If anyone is thirsty, let him come to Me, and from his belly will flow rivers of living water (Jn. 7). 

Jesus made this statement on the "last and greatest day of the feast" of Tabernacles, the celebration and remembrance of God's Presence and Care of the Jews in the desert.  When they were hungry, He provided food; when they were thirsty, He provided water from the rock.  And now, on the day of living water, Jesus stands up in the Temple courtyard and says that He is the Source of Living Water.

And John goes on to add, "By this He meant the Spirit, which had not yet been given, because Jesus had not yet been glorified."  The Holy Spirit is the Gift of Living Water, given to those who ask, who come to Jesus seeking Life.  

All of the passages I gave last time refer to this living water, either from the Old Testament prophets or from Jesus Himself.  Those who come to the waters are those who finally realize that there is another access to reality beyond what we can hear, touch, and see -- that there is a world of spirit and truth beyond our senses.  Belief in God is the conversion in which we discover that we are following an illusion if we devote ourselves only to the tangible world.  

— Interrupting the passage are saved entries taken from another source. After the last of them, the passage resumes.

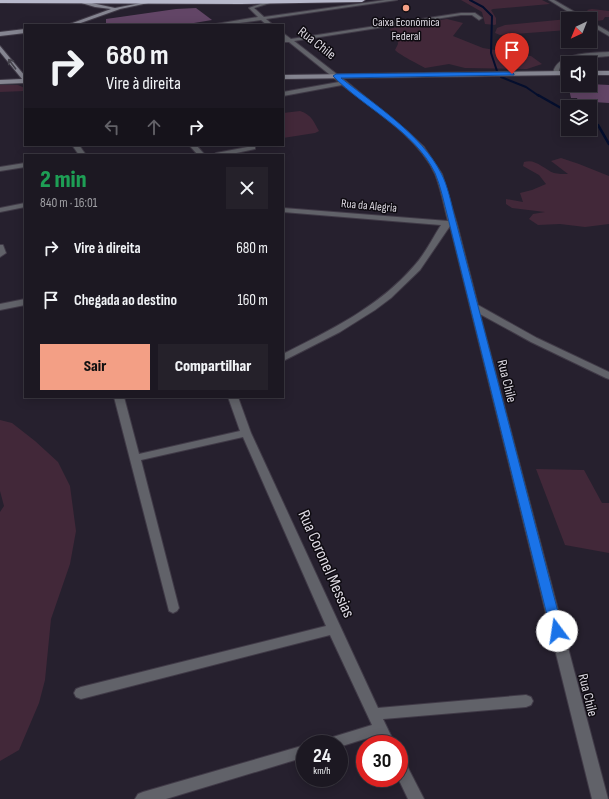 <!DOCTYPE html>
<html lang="pt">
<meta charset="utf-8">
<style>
:root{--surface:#1c1822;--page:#25212a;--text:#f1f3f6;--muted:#a0a0a5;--line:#3a3740;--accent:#f39f85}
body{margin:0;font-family:"Sofia Sans Condensed",sans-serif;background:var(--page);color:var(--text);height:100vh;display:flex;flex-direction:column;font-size:15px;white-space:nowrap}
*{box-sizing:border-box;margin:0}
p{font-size:13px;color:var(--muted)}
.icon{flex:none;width:22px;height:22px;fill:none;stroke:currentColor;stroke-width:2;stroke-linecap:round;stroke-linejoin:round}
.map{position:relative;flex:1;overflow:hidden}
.side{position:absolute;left:24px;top:154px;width:260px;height:244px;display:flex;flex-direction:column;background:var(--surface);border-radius:0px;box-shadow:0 2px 10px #0003,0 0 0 1px var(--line)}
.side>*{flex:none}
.hud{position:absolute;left:24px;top:24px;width:260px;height:122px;border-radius:0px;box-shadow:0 2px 10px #0003,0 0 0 1px var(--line);background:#1c1822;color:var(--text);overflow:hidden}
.needle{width:26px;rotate:223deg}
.fabs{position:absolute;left:561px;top:12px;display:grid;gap:8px}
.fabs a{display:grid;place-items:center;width:36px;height:36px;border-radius:0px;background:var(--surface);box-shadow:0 2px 10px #0003,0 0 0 1px var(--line);font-size:20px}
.speed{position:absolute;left:296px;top:735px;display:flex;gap:8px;font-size:20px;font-weight:700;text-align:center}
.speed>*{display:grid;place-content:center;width:52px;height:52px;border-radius:50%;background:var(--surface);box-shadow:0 2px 10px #0003,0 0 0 1px var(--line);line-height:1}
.speed small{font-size:10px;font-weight:400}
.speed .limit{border:6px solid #d22;background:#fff;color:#111}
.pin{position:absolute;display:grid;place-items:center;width:34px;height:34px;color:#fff;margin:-41px -17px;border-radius:50% 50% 50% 0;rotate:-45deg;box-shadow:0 0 4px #0007}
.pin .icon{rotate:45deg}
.me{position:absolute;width:44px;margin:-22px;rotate:346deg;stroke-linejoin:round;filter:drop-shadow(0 0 3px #0008)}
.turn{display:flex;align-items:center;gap:14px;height:84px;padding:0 16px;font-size:18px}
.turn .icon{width:52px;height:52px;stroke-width:2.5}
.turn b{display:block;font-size:28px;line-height:34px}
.lanes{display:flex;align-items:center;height:38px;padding:0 16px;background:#0003;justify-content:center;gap:20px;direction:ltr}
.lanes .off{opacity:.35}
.round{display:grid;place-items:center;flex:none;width:42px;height:42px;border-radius:0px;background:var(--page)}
.headline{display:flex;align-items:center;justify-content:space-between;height:68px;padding:0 16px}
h1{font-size:24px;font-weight:800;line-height:30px;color:#1e9e55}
.primary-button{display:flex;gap:8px;margin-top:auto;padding:8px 16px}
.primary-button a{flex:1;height:46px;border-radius:0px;background:var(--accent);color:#111;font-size:16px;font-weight:800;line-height:46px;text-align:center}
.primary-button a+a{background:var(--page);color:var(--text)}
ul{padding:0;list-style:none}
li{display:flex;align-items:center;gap:12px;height:52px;padding:0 16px}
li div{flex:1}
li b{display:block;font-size:15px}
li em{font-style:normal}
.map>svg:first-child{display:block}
.green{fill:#422839}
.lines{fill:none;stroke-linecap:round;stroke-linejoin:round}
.stream-far1{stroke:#040e2d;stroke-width:2}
.stream{stroke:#040e2d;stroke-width:2.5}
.building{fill:#624566}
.street-casing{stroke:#403a47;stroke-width:2}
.secondary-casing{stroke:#403a47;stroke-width:2}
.highway-casing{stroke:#403a47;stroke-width:2}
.street{fill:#616269;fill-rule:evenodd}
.secondary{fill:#858591;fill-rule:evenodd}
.highway{fill:#b8b9cc;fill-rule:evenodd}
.oneway{stroke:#44424b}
.route{fill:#1a73e8;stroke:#114b97}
.poi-dot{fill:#f39f85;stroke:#0e0b11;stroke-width:1.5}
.labels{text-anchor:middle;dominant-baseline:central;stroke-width:3;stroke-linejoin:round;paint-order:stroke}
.far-poi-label{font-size:12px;fill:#ddd9e2;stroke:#0e0b11}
.far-street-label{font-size:12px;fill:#ddd9e2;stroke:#0e0b11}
.street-label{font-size:14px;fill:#ddd9e2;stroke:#0e0b11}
.near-street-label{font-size:17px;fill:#ddd9e2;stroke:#0e0b11}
</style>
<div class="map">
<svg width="609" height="799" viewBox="0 0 609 799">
<rect width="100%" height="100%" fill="#26202e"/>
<g class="green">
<polygon points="461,0 542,0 550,4 493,9 491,10 496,18 496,24 495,25 485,24 482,12"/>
<path d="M 592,9 L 609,11 L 609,17 L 605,17 L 603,20 C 596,22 593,20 587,16 L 590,13 L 587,10 Z"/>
<path d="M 447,19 L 463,23 L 453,36 L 483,48 L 531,56 L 542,64 L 527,69 L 465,68 L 449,64 L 425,68 C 420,65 398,54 395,50 L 398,44 L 397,36 L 389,29 C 408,24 427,23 447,19 Z"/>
<polygon points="568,19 568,30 500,35 495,33 497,28 505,25"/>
<polygon points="0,85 18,85 25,88 25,91 0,92"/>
<path d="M 300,111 C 312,115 313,121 319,131 L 315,133 L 283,138 L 283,113 Z"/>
<path d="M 561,158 L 579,164 L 609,176 L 609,224 L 585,227 L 560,224 L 538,225 L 529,219 L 533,214 L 545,212 L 512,208 L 506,204 L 506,199 L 523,202 L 520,193 L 532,190 L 546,184 L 539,175 L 523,166 L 524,162 C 535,158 544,169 554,173 C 558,174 563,174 568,174 L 551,161 Z"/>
<polygon points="0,420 12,423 35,441 58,462 70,486 76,531 70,564 51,619 45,680 39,703 19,750 0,761 0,512 4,506 0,491"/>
<polygon points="536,469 584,470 602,503 609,503 609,553 565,545"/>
</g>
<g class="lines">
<g class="stream-far1">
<polyline points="470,0 483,7 492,16 491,53 497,71"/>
<polyline points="501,77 526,87 539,96"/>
</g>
<g class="stream">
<polyline points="538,95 568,112"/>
<polyline points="590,121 598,125 609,144"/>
</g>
</g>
<g class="building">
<polygon points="196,8 212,20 182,25 106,25 106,19 176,9"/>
<polygon points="590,84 609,85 609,103 578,101 577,98 571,98 568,85"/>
</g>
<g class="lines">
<defs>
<g id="street">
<polygon points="385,0 397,0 266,19 273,25 267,25 261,20 224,25 210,25 258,17 249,8 268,1 270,3 254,8 264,17"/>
<polygon points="549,0 554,0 587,19 580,19"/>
<path d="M 461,13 L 475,13 L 482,18 L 479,20 L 472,15 L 461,15 L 294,41 L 347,82 L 407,131 L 424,147 L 442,174 L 457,224 L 478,305 L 537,338 L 609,372 L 609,379 L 606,378 L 531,342 L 480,314 L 608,799 L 592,799 L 450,226 L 420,270 L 391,298 L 375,310 L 340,332 L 283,361 L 283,354 C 330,330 379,307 414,266 C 425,254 432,239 441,225 L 283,212 L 283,208 L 448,221 C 444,206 441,189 435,174 C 419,138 373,109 342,85 L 283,96 L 283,92 L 339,82 L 289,42 L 284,42 L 283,41 L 285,40 L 283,38 L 283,33 L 291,39 Z"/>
<polygon points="590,21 609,32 609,36 590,25"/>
<path d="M 609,52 L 609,56 L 577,59 L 563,64 L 560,67 L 558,74 L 553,73 C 557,52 592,53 609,52 Z"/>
<polygon points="72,145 79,145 86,155 79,155"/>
<polygon points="189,145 196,145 205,155 198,155"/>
<polygon points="253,146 255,147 255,149 227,155 213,155 216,153"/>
<polygon points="25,163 25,167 0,171 0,167"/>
<polygon points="25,203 25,207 0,212 0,208"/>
<polygon points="0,245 3,245 6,253 0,257"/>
<polygon points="25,299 25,305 0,310 0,304"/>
<polygon points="114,397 124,397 139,454 240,431 228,397 238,397 251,433 378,708 526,695 531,697 533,701 531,705 526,707 383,719 395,744 381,744 377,735 339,747 339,744 321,744 323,740 372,725 330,635 81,699 76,697 74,693 76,689 81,687 326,626 243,437 141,460 179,608 177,611 173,613 169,611"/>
<polygon points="305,745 305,757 166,799 135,799 138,794 143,792"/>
<polygon points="399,759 404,760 424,799 408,799 398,778"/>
</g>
<g id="secondary">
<polygon points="78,0 115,8 151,1 153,2 120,9 75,25 67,25 111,9 95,7 78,2"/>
<polygon points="25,29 25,33 0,36 0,32"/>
<polygon points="0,46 25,76 25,83 0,84 0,80 22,79 0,52"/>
<polygon points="568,71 568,75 283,79 283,75"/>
<rect x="590" y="71" width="19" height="4"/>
</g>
<polygon id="highway" points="0,0 365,0 362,2 241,4 0,3"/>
</defs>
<use href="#street" class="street-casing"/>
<use href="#secondary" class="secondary-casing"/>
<use href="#highway" class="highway-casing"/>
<use href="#street" class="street"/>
<use href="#secondary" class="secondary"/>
<use href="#highway" class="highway"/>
</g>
<defs><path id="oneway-shaft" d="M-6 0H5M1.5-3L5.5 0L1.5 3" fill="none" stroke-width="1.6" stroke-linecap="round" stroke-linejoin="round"/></defs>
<use class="oneway" href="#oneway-shaft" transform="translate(12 64) rotate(-127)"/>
<path class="route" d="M 512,72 L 514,74 L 514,75 L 341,78 C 374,104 422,135 441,173 C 448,186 451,203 455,218 L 563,631 L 561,634 L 557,636 L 553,634 L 551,631 L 448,218 C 444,203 441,187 435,173 C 414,130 365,109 333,76 L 336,74 Z"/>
<circle class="poi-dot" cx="406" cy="8" r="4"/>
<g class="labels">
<g class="far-poi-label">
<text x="406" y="22">Caixa Econômica<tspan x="406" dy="14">Federal</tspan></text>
</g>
<g class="far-street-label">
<text transform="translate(369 206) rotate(5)">Rua da Alegria</text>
</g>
<g class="street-label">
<text transform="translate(317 43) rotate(38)">Rua Chile</text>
<text transform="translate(507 381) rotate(76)">Rua Chile</text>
<text transform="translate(588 695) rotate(76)">Rua Chile</text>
</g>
<g class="near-street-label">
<text transform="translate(326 564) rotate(66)">Rua Coronel Messias</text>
</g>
</g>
</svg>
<div class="fabs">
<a><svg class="needle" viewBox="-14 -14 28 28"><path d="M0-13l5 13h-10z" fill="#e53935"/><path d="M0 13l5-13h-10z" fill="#a0a0a5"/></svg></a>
<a><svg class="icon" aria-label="sound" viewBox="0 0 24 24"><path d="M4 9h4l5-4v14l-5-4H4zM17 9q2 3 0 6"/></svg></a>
<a><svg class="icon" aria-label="layers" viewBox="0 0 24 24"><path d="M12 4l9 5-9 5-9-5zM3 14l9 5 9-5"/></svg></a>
</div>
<div class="speed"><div>24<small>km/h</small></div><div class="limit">30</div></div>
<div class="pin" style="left:512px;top:74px;background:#d93025"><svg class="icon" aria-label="arrive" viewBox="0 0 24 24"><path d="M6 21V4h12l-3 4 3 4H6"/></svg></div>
<svg class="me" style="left:557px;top:631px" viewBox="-20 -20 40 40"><circle r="19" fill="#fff"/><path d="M0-13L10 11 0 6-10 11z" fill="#1a73e8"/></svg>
<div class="hud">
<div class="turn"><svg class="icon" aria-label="right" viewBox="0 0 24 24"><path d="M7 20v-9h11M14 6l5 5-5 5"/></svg><div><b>680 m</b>Vire à direita</div></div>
<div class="lanes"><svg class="icon off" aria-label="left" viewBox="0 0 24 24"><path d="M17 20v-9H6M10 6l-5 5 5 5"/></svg><svg class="icon off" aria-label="ahead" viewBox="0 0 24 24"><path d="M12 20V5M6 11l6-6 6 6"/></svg><svg class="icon" aria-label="right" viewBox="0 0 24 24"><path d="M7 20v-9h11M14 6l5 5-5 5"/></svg></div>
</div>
<section class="side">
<div class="headline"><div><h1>2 min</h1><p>840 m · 16:01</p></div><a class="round"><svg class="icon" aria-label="close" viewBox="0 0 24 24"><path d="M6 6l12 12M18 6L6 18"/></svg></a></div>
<ul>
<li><svg class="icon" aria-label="right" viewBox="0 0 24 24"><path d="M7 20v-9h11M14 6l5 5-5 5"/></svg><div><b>Vire à direita</b></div><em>680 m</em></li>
<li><svg class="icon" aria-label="arrive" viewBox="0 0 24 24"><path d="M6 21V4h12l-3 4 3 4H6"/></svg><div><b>Chegada ao destino</b></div><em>160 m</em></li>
</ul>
<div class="primary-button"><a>Sair</a><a>Compartilhar</a></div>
</section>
</div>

For most of us, this conversion begins somewhere in our 30s, when we have grasped our goals of education, job, marriage, and maybe children.  Is there something else? we begin to wonder, something deeper and more satisfying?  I remember in my mid-thirties attending a session given by some Yogi teacher who was supposed to lead us into a deeper spirituality.  He offered us a guided meditation, where we closed our eyes and he talked us through a kind of spiritual journey.  I remember I started out mentally heading toward some distant mountains, but the journey was long, and the mountains seemed so far away.  I found myself growing discouraged -- not by major obstacles, but by small stones along the path.  I was tired and just wanted to sit down and rest.

The Yogi's interpretation of my "dream" was that I tended to get discouraged along the way not by large, but by small day-to-day obstacles.  Perhaps he was right, but I think my insight may be typical of life wearing us down along the way -- whether through small or large events.  

God's answer to the colllective grid that forms the site of human existence, which we call "Original Sin," the web that forms our daily lives, is the Holy Spirit.  We live in a "dry and thirsty land," growing increasingly thirsty for joy without the Gift of the Holy Spirit.  Jesus encountered our thirst on the Cross, enduring what man endures -- but He brought to their knees the "powers and principalities" that oppose us, according to Ephesians 6.  By the power of His new existence, His new life, He is able to give the Holy Spirit, the Water of Eternal Life, to all who come to Him.

The entire message of the Gospel is that Jesus has overcome the powers that wear us down and discourage us.  He has given us His own peace, His own Joy, His own Love -- it's called the Holy Spirit, our Advocate.  At first (John 4 -- the woman at the well ), it is a "spring of water welling up to eternal life." But then, the water He gives becomes "rivers of living water" flowing from within our breasts to the world beyond (John 7).